A very good thing to remember about Poe
is
his industry; this man wrote a
great
deal in the roughly twenty years of his professional career. Not only those tales and poems that are irreplaceable, but much that would fill copy for an approaching deadline. In his review work, he essentially initiated serious criticism in our country. Doing so, he became known as “the tomahawk man,” and caused resentment in quarters where later he could have used allies. Perhaps these words from Edmund Wilson's “Poe as a Literary Critic” might provide some perspective: “The truth was that literary America has always resented in Poe the very superiority which made him so quickly an international figure.”

There will always be those who consider Poe a deathmonger. But in the early decades of 19th century America, death was a more intimate affair than it is today. It more often than not took place at home, and it was more common at an early age. There is no question that Death, The Mighty X, is central to his work; one could almost go so far as to rephrase the medieval maxim as a governing principle of his
oeuvre
: Death's center is everywhere and its circumference nowhere.

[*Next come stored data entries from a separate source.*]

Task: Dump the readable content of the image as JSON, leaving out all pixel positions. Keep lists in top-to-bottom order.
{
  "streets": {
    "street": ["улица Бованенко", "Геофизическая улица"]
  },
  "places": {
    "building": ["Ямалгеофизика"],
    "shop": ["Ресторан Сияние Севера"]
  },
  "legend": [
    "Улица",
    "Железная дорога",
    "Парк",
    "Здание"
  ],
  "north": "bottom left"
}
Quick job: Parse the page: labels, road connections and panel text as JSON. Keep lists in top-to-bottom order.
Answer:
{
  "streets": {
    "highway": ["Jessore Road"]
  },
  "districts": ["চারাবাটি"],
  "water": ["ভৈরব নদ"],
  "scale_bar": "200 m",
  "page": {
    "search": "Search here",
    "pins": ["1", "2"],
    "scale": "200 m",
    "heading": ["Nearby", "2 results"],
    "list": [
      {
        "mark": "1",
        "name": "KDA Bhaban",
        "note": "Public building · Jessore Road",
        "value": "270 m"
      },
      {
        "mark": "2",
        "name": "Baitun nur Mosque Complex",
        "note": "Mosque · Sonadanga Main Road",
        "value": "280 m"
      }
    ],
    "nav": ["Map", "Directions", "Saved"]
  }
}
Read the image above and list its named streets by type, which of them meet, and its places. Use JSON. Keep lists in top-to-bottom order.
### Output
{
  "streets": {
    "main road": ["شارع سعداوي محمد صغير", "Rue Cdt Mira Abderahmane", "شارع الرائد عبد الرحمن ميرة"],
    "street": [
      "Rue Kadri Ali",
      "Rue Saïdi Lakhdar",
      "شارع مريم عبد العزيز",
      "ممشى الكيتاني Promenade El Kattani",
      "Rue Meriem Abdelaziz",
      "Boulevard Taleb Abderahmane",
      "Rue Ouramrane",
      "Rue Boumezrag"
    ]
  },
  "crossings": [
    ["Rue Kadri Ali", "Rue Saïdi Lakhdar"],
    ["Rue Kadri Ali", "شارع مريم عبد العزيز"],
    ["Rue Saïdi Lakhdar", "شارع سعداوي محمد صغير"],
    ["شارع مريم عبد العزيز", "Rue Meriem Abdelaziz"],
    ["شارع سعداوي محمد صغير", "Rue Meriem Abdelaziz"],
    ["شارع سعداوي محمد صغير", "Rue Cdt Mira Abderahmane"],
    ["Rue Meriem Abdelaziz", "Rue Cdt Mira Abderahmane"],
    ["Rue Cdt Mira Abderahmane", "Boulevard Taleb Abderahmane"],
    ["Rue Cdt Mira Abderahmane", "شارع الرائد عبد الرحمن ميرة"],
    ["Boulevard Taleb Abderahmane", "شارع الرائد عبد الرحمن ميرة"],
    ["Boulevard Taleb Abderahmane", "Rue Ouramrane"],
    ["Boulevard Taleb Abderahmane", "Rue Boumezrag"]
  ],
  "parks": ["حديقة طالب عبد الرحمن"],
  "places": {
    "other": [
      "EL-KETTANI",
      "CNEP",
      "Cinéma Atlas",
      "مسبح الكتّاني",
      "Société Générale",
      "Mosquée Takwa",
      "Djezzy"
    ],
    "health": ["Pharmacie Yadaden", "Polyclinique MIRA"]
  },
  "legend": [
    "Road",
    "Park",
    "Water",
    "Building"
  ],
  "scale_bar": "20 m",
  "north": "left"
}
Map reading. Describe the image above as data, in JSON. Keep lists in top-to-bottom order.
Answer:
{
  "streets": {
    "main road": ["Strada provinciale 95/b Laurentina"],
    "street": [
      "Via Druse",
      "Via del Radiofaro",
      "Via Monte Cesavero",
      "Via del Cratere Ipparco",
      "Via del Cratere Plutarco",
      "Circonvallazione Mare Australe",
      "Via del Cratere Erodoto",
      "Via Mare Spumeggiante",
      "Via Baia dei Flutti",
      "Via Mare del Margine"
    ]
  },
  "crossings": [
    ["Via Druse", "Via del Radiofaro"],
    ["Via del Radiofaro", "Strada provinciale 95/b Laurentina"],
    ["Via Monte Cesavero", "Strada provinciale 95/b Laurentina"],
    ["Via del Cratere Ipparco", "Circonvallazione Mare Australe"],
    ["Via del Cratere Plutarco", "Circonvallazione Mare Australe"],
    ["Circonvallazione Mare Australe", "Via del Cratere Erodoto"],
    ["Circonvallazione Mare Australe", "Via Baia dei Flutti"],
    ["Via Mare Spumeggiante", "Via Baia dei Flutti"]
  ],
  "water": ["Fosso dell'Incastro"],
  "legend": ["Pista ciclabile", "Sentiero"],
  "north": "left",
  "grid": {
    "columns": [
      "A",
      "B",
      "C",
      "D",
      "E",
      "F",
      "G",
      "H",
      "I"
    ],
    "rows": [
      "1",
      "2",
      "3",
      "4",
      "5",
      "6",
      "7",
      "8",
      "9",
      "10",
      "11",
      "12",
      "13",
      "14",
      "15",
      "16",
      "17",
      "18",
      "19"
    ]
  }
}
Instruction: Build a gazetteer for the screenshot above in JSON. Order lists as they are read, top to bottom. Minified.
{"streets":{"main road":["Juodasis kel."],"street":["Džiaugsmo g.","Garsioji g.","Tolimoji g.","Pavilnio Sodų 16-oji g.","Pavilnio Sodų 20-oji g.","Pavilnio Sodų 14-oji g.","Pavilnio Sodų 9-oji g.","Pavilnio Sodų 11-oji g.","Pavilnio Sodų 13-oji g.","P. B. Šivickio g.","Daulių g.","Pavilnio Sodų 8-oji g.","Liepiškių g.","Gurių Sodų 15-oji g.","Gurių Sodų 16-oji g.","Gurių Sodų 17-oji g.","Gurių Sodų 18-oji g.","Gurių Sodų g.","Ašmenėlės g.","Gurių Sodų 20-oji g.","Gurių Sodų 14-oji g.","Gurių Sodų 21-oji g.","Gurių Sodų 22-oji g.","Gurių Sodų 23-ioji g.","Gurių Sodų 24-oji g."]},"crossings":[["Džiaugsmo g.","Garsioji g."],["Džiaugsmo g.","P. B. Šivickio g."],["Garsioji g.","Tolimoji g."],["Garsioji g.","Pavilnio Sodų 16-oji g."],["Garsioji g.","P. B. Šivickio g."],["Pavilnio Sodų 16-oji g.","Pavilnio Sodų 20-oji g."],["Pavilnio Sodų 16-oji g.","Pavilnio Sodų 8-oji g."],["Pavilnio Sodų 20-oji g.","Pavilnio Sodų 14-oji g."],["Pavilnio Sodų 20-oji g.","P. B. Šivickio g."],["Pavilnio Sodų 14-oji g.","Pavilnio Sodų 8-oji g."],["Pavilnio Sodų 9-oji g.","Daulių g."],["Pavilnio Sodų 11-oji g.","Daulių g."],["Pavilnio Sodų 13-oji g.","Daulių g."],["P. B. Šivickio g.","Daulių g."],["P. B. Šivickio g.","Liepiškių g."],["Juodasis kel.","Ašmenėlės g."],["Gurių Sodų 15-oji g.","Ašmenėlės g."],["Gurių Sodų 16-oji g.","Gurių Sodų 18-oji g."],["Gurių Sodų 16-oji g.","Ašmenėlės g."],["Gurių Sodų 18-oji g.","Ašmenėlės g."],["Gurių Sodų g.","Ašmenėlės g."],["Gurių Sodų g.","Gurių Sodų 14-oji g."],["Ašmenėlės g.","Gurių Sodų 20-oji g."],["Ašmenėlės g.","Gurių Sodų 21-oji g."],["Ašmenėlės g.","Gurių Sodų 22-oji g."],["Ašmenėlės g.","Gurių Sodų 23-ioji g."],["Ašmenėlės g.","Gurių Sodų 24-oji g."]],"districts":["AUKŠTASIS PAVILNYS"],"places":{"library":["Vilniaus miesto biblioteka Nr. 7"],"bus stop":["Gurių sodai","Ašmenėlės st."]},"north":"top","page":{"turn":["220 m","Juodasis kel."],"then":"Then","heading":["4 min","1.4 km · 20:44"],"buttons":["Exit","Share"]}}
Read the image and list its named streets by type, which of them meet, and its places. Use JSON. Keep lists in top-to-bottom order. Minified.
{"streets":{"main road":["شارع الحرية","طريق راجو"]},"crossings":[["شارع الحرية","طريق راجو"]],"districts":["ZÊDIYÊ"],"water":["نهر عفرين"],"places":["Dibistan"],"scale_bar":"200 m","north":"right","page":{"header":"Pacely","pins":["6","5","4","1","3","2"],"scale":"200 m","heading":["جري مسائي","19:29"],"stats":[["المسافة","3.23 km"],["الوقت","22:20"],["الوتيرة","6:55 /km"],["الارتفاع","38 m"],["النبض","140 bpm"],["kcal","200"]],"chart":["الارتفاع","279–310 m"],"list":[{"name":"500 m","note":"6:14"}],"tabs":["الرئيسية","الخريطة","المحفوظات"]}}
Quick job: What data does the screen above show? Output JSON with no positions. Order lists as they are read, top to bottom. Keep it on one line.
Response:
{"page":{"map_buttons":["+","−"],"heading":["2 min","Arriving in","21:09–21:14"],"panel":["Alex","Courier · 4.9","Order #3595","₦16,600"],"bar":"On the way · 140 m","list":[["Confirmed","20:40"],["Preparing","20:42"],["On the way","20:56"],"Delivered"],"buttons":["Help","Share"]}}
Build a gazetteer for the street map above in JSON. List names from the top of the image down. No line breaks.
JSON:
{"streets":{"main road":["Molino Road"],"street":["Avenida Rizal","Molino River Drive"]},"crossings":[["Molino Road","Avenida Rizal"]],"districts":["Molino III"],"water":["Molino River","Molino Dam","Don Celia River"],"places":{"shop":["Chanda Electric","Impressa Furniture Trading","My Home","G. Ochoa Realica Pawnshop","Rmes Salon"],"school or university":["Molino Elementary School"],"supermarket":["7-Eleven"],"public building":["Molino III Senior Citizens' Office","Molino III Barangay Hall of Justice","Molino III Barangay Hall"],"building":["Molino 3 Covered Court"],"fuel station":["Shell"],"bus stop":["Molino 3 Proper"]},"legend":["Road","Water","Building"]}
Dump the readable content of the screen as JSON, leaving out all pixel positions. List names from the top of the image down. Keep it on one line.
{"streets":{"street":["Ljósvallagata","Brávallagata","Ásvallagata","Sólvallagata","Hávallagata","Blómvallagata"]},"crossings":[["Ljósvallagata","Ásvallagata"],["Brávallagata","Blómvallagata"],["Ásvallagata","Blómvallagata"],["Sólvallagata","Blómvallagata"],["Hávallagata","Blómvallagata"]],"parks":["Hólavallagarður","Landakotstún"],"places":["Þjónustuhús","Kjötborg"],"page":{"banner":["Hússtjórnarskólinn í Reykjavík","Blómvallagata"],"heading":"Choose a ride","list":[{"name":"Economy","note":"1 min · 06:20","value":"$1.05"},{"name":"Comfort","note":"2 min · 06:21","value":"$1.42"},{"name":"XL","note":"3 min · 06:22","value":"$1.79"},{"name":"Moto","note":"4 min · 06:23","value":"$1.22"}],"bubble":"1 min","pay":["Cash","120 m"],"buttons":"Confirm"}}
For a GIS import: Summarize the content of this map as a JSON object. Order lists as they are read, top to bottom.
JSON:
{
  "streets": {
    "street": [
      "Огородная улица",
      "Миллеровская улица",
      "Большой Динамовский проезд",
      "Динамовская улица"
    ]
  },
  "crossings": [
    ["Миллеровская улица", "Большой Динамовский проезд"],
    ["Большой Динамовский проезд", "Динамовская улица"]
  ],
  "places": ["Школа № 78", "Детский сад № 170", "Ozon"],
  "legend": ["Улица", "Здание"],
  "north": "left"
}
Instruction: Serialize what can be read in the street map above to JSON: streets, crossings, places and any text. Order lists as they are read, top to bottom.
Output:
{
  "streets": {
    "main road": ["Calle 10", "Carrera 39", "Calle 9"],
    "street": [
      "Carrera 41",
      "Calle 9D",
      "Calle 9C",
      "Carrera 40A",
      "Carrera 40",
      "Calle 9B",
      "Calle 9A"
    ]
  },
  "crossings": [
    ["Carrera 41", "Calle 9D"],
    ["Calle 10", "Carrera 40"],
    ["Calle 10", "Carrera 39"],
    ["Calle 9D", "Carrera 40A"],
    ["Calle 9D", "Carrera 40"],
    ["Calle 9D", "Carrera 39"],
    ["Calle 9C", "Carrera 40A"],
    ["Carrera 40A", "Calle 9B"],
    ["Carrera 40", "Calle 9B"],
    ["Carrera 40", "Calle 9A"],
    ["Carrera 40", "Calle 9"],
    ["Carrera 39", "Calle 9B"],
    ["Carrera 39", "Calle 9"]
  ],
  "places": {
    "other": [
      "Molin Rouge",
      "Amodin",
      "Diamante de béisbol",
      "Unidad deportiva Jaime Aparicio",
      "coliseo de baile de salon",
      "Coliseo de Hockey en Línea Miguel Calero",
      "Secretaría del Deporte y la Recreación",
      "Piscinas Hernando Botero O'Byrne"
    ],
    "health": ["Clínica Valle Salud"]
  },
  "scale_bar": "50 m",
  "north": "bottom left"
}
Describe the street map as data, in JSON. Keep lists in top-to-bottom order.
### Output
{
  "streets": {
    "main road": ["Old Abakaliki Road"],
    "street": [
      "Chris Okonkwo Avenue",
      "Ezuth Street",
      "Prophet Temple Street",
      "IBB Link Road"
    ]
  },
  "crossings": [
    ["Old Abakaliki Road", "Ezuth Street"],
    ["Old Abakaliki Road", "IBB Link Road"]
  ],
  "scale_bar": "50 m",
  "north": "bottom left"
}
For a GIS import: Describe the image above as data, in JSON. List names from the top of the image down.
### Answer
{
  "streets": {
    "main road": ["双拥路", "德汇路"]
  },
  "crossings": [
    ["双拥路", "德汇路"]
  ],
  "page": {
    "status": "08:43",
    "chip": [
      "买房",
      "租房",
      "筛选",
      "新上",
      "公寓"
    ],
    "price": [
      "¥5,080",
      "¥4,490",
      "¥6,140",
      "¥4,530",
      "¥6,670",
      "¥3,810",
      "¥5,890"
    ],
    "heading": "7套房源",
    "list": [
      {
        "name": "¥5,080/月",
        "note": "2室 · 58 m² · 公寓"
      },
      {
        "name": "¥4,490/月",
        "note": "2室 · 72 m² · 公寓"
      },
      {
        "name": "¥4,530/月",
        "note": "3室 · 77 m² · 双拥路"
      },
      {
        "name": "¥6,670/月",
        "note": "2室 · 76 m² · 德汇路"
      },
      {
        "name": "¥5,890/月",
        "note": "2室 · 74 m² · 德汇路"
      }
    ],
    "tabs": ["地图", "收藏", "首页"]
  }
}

But then let us briefly consider how death filters into the work of the two greatest American poets of the 19th century, Emily Dickinson and Walt Whitman.

In the New England of Dickinson's day, the Angel of Death could be seen grinning from gravestones that greeted a town's visitors as they toured the local cemetery, much as we nowadays tour a museum. Always an eager, perceptive reader, Emily was given a volume of Poe in 1854 by a possible suitor who was leaving Amherst. She was not yet 24, and had composed only five of the poems that thirty-two years later, after Emily's burial, her sister would discover in a locked box in the poet's bedroom. Out of the 1,775 poems she left behind, we know now that a hefty portion deal in some way with death. A trio of her most anthologized pieces open like this: “Because I could not stop for Death—/ He kindly stopped for me—”; “I felt a funeral in my brain,”; “I died for Beauty—but was scarce/ Adjusted in the Tomb…”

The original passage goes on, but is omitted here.